__What this task involves__. Transcribe the data below verbatim from the line with "Instruction: Build a gazetteer for the" to the line with "Map reading. Build". Include both of those lines.

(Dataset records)
+--
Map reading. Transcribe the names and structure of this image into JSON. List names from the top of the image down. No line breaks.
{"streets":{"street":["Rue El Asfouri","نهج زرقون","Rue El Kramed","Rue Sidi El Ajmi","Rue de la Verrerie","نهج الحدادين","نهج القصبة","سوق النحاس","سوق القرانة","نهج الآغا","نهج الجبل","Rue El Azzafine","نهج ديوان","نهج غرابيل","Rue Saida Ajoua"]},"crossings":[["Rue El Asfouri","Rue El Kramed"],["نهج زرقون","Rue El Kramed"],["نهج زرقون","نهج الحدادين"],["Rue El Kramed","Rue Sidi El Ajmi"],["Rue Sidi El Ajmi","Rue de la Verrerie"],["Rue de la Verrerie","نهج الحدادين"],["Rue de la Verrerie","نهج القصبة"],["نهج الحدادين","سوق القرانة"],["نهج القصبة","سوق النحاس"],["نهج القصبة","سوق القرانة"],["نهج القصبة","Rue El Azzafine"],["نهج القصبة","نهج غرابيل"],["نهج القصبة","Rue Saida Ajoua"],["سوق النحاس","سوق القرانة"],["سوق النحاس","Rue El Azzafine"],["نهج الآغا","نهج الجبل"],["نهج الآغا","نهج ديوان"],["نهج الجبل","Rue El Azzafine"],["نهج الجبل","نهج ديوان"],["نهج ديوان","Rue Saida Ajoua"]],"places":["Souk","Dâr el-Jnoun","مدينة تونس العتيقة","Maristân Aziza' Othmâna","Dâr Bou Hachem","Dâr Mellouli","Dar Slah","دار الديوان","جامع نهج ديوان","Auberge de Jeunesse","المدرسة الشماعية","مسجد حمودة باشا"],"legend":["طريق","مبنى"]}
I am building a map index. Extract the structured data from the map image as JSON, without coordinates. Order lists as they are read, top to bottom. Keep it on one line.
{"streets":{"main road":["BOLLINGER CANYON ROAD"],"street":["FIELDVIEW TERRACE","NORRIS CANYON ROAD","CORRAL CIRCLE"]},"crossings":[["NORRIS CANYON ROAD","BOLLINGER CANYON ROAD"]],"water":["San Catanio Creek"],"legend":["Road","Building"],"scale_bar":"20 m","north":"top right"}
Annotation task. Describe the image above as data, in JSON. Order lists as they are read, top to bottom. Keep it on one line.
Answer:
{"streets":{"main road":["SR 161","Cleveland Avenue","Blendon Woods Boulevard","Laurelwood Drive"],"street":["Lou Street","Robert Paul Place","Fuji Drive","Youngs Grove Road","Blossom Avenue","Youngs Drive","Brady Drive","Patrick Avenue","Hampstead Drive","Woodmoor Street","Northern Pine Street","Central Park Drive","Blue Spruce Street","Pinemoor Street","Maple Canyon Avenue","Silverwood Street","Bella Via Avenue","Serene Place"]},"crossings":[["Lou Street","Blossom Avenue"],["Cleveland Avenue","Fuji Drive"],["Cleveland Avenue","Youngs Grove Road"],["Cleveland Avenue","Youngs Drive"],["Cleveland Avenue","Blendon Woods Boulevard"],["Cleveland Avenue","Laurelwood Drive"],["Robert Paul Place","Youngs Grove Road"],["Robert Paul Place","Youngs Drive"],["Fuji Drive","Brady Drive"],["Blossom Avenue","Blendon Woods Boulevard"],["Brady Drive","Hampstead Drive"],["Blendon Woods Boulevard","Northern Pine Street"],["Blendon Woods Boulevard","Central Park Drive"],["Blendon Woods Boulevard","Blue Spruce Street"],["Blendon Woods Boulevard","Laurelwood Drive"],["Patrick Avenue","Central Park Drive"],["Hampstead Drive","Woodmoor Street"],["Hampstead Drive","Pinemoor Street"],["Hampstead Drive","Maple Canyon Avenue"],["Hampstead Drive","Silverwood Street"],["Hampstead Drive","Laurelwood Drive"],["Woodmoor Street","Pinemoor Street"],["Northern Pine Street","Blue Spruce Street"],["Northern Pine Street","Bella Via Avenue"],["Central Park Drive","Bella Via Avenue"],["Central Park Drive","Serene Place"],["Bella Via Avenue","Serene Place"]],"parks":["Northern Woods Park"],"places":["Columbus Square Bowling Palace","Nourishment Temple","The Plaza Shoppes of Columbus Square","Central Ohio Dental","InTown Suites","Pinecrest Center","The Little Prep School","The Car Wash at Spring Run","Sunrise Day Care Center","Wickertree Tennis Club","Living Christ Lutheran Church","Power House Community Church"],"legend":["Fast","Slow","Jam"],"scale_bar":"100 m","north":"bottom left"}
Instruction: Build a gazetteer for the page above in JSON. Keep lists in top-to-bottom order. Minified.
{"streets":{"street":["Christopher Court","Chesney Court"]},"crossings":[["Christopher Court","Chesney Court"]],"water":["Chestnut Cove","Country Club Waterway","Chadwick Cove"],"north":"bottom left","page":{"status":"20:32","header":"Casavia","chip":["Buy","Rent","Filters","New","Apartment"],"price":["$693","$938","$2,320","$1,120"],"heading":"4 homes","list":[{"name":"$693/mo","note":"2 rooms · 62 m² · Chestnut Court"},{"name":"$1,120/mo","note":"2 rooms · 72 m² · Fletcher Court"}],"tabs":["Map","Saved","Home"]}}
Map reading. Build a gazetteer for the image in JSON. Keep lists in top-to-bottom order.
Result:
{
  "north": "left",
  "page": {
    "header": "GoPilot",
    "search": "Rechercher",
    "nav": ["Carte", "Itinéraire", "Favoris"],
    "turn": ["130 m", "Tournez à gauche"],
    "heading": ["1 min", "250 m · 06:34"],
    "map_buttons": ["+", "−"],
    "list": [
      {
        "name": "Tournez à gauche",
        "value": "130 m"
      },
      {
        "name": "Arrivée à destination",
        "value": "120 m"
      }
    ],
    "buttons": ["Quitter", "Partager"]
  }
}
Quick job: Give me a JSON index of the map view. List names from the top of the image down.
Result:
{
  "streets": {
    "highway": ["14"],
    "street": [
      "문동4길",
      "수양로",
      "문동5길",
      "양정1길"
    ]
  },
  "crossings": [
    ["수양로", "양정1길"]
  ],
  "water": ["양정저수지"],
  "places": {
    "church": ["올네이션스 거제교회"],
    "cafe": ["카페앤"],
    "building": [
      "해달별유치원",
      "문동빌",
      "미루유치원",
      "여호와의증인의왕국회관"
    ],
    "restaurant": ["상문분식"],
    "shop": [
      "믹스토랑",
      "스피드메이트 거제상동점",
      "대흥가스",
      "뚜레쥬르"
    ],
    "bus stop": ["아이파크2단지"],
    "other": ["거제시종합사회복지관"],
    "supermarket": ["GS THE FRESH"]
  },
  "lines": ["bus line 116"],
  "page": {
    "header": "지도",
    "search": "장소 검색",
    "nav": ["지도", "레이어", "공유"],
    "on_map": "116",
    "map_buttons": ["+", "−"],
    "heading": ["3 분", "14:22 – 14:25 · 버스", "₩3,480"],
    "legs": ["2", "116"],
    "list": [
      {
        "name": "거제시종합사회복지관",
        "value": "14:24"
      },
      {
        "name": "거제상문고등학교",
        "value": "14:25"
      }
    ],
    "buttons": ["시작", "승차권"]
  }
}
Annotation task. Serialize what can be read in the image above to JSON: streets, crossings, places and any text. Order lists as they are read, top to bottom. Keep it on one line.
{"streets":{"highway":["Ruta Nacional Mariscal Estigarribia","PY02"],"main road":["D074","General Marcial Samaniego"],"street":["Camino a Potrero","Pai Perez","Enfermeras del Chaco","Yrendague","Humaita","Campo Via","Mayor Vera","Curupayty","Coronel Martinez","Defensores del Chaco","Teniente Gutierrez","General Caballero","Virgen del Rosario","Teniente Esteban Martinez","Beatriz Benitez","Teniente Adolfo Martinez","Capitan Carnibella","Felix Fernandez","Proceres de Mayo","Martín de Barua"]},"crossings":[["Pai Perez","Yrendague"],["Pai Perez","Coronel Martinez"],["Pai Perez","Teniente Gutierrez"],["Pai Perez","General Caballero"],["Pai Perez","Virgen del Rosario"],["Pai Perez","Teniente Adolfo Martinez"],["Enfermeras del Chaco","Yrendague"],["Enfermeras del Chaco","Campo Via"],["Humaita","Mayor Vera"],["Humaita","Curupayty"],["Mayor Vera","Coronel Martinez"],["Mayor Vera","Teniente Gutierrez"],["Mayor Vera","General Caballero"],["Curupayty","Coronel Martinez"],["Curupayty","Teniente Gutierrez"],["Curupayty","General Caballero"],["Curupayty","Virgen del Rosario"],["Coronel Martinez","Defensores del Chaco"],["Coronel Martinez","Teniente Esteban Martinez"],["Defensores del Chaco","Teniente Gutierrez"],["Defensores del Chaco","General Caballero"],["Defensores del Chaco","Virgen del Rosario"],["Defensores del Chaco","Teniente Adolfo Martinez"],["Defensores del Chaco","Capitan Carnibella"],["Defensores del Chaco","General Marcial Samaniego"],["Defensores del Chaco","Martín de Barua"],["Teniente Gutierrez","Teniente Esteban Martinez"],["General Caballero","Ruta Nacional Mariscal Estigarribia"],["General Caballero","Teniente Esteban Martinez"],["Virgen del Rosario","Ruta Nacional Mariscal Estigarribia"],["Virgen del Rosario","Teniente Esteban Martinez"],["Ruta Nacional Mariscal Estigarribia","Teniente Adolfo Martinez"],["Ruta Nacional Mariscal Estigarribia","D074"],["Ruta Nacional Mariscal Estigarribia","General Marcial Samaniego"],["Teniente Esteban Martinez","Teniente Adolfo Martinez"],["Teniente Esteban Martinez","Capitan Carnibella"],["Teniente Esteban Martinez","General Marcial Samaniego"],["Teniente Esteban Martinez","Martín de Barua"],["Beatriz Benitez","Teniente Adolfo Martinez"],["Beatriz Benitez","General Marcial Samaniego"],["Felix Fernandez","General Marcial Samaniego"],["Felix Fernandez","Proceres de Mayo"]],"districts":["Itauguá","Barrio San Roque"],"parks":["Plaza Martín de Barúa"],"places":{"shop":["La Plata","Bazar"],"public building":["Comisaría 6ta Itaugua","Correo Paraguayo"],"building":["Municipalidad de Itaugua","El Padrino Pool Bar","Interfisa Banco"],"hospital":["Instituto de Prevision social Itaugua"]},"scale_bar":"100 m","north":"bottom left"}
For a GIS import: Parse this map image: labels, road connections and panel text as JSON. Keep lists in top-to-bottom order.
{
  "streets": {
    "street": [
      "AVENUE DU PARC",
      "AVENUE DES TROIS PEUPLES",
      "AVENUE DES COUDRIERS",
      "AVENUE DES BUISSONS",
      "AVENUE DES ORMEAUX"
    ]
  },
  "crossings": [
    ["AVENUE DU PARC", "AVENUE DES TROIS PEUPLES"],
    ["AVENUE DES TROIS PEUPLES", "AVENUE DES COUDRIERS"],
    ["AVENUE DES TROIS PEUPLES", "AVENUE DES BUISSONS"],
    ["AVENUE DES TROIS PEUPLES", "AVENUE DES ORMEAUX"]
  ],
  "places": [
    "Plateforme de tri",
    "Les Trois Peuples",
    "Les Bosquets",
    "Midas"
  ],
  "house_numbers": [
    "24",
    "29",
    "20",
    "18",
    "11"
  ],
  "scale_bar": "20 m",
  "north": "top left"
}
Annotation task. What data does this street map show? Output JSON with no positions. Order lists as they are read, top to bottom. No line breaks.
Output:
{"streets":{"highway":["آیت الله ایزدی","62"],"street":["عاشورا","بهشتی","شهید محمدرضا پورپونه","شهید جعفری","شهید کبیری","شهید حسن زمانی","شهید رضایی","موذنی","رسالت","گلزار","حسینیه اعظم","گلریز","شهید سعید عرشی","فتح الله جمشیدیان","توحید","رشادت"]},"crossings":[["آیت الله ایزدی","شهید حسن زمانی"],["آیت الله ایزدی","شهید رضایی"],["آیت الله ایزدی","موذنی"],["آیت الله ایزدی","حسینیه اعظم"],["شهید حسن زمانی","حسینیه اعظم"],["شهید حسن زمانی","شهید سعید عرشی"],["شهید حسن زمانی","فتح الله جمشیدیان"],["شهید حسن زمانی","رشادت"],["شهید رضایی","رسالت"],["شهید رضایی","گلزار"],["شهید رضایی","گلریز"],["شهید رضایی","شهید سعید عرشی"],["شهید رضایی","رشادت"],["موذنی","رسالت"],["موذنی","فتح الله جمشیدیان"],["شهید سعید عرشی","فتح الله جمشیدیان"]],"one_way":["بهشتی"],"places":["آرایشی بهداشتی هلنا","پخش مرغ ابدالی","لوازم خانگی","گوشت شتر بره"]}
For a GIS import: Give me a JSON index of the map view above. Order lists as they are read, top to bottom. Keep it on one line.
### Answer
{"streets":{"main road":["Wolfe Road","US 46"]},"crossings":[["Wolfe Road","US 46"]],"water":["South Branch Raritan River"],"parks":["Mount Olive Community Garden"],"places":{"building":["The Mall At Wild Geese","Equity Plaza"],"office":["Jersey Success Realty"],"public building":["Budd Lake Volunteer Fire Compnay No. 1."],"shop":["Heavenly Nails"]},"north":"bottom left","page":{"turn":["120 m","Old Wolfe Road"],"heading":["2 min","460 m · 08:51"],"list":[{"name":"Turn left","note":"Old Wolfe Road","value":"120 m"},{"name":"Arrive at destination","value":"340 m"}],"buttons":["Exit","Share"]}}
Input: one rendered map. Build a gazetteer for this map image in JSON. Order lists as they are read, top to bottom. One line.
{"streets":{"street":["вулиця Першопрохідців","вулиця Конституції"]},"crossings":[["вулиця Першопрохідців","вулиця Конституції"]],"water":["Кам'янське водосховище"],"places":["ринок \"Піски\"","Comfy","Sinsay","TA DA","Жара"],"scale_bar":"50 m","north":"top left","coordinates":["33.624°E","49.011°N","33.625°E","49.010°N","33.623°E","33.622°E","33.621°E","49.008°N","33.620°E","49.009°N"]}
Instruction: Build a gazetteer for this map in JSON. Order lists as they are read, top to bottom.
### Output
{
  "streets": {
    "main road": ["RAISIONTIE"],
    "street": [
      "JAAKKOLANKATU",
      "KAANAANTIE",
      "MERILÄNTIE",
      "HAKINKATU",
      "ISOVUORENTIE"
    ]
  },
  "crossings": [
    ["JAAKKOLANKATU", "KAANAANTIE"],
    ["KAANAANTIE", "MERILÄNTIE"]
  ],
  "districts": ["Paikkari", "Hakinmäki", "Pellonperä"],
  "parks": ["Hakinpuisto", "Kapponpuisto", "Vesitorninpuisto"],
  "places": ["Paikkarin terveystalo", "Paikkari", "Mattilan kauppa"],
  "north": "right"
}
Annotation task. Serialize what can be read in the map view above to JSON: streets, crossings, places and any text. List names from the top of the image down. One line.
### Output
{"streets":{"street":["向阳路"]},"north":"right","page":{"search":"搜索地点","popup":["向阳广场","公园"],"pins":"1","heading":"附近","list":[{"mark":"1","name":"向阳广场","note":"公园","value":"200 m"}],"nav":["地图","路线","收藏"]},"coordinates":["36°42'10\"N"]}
+--
__Solution for this task__.
Instruction: Build a gazetteer for the page above in JSON. Keep lists in top-to-bottom order. Minified.
{"streets":{"street":["Christopher Court","Chesney Court"]},"crossings":[["Christopher Court","Chesney Court"]],"water":["Chestnut Cove","Country Club Waterway","Chadwick Cove"],"north":"bottom left","page":{"status":"20:32","header":"Casavia","chip":["Buy","Rent","Filters","New","Apartment"],"price":["$693","$938","$2,320","$1,120"],"heading":"4 homes","list":[{"name":"$693/mo","note":"2 rooms · 62 m² · Chestnut Court"},{"name":"$1,120/mo","note":"2 rooms · 72 m² · Fletcher Court"}],"tabs":["Map","Saved","Home"]}}
Map reading. Build a gazetteer for the image in JSON. Keep lists in top-to-bottom order.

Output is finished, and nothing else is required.